Sep8 '16
Given databases of phishing information, the LACE2 privacy+learning algorithm, will be applied to increasingly larger datasets and data collected from different sites. This will allow us to test if (a) sharing data from multiple sites enables better early warning for phishing attacks and (b) if such shared data can be privatized before sharing, while still enabling the creation of early warnings about security issues.
If successful, the work could become a “rallying call” to intelligence agencies along
the lines of “sharing data should be the norm, and not some rare event” and
“look what extra information can be gleaned via sharing data”.
In theory, the results from this study would be widely applicable.

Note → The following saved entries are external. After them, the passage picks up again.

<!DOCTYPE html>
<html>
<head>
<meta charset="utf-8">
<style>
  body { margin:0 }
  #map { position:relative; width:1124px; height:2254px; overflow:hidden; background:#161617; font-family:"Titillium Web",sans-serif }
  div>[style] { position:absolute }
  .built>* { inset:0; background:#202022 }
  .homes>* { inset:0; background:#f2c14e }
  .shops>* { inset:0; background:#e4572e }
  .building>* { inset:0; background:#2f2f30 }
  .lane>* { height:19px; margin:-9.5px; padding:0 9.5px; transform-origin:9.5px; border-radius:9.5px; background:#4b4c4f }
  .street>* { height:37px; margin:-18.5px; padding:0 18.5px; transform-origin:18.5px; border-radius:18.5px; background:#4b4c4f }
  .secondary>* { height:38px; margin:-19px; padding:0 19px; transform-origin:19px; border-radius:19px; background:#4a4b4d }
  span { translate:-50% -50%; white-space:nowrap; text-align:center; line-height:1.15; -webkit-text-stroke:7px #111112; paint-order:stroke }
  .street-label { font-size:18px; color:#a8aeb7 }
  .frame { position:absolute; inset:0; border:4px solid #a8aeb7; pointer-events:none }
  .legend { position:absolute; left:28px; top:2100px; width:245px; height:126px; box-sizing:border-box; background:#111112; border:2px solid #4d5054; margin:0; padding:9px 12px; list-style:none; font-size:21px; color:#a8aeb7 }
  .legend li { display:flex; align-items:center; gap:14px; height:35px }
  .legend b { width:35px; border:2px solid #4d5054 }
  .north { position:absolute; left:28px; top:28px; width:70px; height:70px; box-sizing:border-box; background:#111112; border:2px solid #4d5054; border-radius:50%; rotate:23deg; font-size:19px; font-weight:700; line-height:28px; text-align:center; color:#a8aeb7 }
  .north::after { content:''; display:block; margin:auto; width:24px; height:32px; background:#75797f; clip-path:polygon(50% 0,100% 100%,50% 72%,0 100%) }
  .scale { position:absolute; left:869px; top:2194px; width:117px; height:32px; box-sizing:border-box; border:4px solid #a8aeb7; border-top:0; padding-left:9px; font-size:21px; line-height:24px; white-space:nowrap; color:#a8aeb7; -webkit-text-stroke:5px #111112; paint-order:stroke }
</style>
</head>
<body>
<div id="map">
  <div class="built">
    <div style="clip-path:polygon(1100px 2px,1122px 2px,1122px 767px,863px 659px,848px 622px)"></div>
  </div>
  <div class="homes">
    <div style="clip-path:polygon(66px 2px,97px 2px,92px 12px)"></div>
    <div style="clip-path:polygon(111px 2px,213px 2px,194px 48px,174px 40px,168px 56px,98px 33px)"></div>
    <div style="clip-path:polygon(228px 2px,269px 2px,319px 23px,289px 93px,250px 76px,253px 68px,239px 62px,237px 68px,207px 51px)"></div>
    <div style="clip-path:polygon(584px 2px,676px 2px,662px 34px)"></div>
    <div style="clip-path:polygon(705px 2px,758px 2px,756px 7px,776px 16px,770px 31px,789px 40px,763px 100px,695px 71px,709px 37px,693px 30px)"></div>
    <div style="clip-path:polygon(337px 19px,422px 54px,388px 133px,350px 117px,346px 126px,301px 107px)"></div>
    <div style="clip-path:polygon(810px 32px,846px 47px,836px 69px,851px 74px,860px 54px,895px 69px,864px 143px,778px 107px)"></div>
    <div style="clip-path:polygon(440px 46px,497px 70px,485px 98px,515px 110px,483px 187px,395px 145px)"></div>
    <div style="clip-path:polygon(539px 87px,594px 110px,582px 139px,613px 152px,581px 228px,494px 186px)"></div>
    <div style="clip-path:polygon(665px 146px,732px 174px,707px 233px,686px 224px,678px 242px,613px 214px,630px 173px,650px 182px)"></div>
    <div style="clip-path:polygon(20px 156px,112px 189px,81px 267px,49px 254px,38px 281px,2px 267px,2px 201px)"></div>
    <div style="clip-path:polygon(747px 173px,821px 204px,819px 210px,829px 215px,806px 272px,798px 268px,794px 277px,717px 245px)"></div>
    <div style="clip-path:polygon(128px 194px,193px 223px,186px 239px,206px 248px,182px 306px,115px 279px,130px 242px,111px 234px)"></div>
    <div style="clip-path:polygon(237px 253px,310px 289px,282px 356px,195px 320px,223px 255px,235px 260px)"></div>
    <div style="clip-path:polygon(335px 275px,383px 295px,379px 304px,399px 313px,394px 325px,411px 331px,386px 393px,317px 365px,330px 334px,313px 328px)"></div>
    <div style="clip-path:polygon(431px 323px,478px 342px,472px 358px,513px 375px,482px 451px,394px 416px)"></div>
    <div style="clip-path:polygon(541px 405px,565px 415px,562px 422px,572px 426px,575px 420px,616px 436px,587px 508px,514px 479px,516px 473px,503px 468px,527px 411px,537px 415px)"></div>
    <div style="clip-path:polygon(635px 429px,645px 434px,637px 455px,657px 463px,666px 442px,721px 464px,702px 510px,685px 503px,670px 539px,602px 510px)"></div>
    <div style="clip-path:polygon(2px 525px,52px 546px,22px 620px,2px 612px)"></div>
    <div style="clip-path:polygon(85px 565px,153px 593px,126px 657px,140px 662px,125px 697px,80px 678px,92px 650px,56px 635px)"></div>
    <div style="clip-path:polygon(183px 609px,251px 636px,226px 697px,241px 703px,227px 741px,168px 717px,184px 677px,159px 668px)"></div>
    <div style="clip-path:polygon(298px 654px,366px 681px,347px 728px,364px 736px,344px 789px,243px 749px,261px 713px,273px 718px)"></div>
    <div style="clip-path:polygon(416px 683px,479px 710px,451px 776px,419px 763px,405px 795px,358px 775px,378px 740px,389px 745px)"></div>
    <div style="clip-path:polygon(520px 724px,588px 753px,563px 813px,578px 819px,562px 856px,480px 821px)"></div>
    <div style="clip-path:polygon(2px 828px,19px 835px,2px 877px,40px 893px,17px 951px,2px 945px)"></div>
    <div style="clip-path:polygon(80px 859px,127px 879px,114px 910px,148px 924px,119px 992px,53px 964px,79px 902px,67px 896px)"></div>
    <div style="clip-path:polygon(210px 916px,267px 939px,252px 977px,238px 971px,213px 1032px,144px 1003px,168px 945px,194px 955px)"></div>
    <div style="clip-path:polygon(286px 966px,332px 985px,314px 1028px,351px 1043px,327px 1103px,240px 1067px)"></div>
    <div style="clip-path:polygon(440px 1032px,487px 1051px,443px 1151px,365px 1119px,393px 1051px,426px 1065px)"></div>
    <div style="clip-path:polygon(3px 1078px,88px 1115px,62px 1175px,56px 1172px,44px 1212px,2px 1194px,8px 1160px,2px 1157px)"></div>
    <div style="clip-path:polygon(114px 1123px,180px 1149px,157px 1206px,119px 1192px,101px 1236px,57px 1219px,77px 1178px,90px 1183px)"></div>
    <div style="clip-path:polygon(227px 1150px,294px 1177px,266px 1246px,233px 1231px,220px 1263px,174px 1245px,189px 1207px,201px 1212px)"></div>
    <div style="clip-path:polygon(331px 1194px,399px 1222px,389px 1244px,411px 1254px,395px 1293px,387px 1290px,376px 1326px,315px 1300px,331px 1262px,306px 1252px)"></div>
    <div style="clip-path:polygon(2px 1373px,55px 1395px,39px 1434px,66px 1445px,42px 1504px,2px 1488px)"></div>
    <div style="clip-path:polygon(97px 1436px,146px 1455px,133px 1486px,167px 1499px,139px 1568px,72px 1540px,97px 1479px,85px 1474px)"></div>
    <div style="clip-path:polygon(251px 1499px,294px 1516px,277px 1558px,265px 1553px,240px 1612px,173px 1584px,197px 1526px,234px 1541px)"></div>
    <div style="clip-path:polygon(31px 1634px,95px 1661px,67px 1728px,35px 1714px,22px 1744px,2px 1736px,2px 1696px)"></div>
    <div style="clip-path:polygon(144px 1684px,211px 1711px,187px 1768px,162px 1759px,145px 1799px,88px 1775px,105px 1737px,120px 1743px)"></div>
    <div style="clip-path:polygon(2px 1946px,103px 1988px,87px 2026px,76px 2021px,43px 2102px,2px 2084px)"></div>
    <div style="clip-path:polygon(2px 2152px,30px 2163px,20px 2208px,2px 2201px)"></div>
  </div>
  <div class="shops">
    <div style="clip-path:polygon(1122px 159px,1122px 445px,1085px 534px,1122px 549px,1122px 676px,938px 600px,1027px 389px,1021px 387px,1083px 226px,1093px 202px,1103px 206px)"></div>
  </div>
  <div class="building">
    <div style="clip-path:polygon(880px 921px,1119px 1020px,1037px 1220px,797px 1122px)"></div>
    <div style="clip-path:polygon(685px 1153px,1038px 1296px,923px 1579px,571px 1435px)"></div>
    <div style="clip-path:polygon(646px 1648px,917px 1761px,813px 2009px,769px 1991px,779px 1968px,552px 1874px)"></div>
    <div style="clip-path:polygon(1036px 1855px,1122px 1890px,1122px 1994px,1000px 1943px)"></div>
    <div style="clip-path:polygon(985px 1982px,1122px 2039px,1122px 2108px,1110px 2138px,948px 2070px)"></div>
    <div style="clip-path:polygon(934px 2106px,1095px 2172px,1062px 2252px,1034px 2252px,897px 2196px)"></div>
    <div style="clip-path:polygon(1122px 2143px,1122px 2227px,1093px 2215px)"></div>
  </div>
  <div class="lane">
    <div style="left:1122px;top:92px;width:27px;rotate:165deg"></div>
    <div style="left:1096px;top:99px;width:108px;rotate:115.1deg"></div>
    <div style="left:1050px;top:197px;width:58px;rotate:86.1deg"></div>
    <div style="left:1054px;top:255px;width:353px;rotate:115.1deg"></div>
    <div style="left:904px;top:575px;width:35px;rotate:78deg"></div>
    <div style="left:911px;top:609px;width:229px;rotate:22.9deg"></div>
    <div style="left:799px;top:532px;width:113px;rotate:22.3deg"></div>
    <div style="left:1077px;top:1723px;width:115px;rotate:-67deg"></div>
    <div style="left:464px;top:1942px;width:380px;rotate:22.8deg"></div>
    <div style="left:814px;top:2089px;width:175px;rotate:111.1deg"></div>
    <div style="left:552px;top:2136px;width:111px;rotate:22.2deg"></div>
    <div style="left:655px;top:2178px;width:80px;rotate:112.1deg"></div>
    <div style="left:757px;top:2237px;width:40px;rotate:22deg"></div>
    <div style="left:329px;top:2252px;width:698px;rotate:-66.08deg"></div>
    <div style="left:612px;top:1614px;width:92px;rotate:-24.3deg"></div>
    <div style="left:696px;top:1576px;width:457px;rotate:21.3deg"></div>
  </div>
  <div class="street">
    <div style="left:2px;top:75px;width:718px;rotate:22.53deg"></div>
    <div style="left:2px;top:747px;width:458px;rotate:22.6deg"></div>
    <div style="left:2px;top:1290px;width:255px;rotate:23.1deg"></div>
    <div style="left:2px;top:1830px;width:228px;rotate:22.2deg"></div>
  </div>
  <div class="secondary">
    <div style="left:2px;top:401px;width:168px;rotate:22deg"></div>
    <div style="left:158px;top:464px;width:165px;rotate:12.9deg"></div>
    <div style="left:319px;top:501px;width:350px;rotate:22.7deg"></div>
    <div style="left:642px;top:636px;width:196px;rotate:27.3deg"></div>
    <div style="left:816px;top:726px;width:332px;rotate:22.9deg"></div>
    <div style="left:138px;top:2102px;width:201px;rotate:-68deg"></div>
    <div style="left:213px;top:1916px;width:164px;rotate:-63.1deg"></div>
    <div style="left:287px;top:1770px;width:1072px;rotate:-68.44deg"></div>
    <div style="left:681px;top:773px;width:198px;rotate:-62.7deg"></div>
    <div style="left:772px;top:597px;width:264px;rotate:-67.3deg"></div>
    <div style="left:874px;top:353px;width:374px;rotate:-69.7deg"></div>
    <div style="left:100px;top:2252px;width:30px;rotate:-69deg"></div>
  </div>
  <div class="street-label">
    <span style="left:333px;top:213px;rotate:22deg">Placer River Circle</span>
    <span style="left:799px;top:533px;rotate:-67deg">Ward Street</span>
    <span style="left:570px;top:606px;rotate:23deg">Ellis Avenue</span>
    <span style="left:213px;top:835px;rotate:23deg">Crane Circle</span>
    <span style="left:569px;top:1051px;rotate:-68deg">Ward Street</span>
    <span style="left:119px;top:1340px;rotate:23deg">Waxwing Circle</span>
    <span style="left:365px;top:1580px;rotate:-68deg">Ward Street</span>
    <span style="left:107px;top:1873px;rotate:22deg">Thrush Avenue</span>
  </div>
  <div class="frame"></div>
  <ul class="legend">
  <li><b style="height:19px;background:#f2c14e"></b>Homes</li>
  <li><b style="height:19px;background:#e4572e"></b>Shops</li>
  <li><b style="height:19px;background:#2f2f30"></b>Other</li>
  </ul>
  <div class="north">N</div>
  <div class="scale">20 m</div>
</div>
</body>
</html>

While phishing will be the case study explored here, LACE2 is a general learning algorithm that can be used for other tasks;
e.g. recognition of dangerous “spikes” in enemy email activity, early detection of biological attacks by recognizing
anomalous reports of patients with strange viral diseases from multiple hospitals, etc.
That said, there is an open research issue about LACE2. Prior work with this system focused on relatively simpler
data (dozen of columns).
But phishing data has at least hundreds to thousands of columns e.g.
(a) text mining data from the text of phishing emails;
(b) tokenization results of the binaries shared in the phishing attacks;
(c) signatures of malware; (d) network meta data; (e) blog text; etc.
LACE2 has yet to be tested on such higher dimensional data and, for that test, we request funding from this proposal.